## Information given

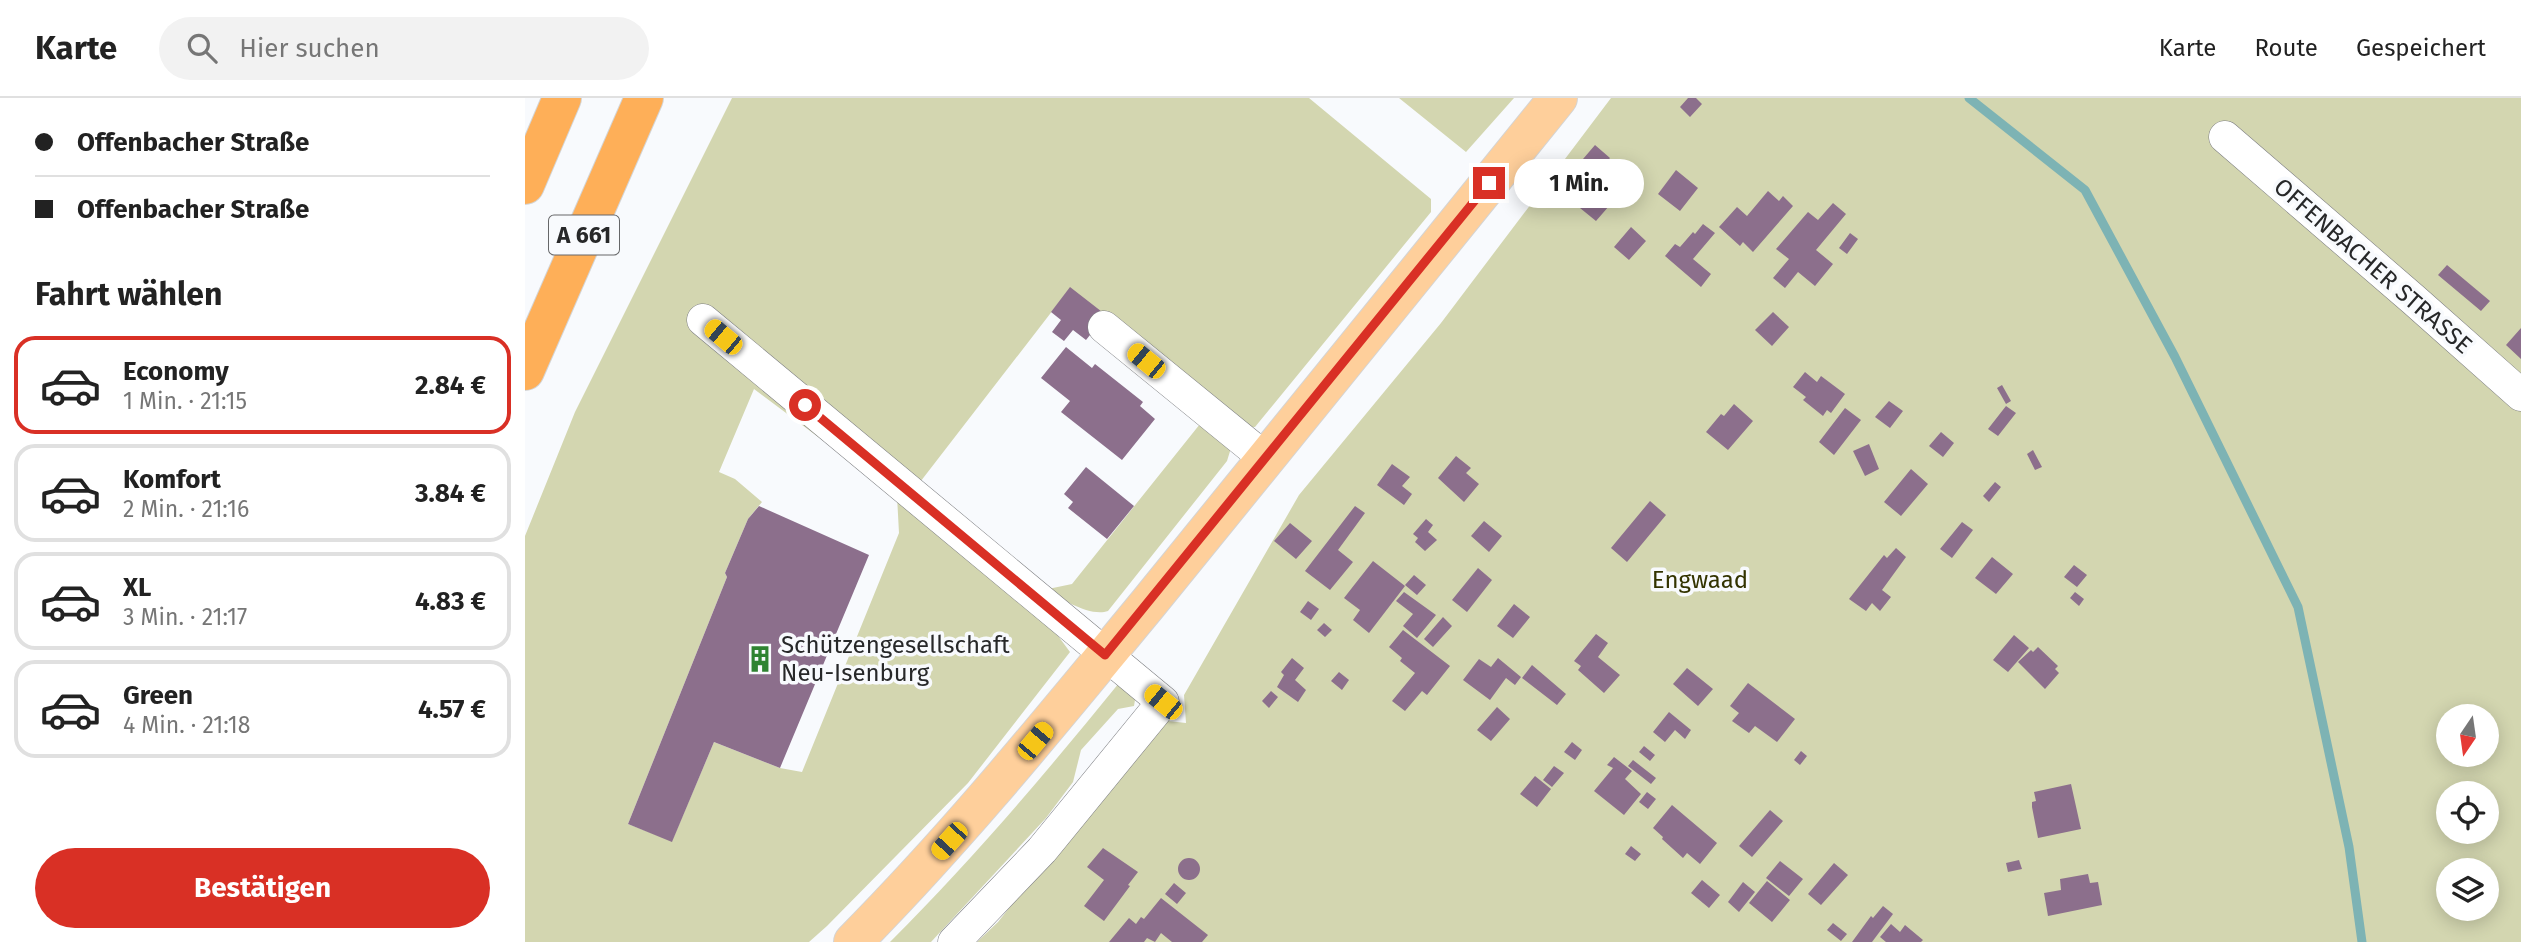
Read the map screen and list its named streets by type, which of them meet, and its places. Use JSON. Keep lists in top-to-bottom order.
{
  "streets": {
    "highway": ["A 661"],
    "lane": ["OFFENBACHER STRASSE"]
  },
  "parks": ["Engwaad"],
  "places": {
    "building": ["Schützengesellschaft Neu-Isenburg"]
  },
  "north": "bottom",
  "page": {
    "header": "Karte",
    "search": "Hier suchen",
    "nav": ["Karte", "Route", "Gespeichert"],
    "banner": ["Offenbacher Straße", "Offenbacher Straße"],
    "bubble": "1 Min.",
    "heading": "Fahrt wählen",
    "list": [
      {
        "name": "Economy",
        "note": "1 Min. · 21:15",
        "value": "2.84 €"
      },
      {
        "name": "Komfort",
        "note": "2 Min. · 21:16",
        "value": "3.84 €"
      },
      {
        "name": "XL",
        "note": "3 Min. · 21:17",
        "value": "4.83 €"
      },
      {
        "name": "Green",
        "note": "4 Min. · 21:18",
        "value": "4.57 €"
      }
    ],
    "buttons": "Bestätigen"
  }
}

## Task brief
Output the records exactly, pictures excluded.

## Answer for the task
Read the map screen and list its named streets by type, which of them meet, and its places. Use JSON. Keep lists in top-to-bottom order.
{
  "streets": {
    "highway": ["A 661"],
    "lane": ["OFFENBACHER STRASSE"]
  },
  "parks": ["Engwaad"],
  "places": {
    "building": ["Schützengesellschaft Neu-Isenburg"]
  },
  "north": "bottom",
  "page": {
    "header": "Karte",
    "search": "Hier suchen",
    "nav": ["Karte", "Route", "Gespeichert"],
    "banner": ["Offenbacher Straße", "Offenbacher Straße"],
    "bubble": "1 Min.",
    "heading": "Fahrt wählen",
    "list": [
      {
        "name": "Economy",
        "note": "1 Min. · 21:15",
        "value": "2.84 €"
      },
      {
        "name": "Komfort",
        "note": "2 Min. · 21:16",
        "value": "3.84 €"
      },
      {
        "name": "XL",
        "note": "3 Min. · 21:17",
        "value": "4.83 €"
      },
      {
        "name": "Green",
        "note": "4 Min. · 21:18",
        "value": "4.57 €"
      }
    ],
    "buttons": "Bestätigen"
  }
}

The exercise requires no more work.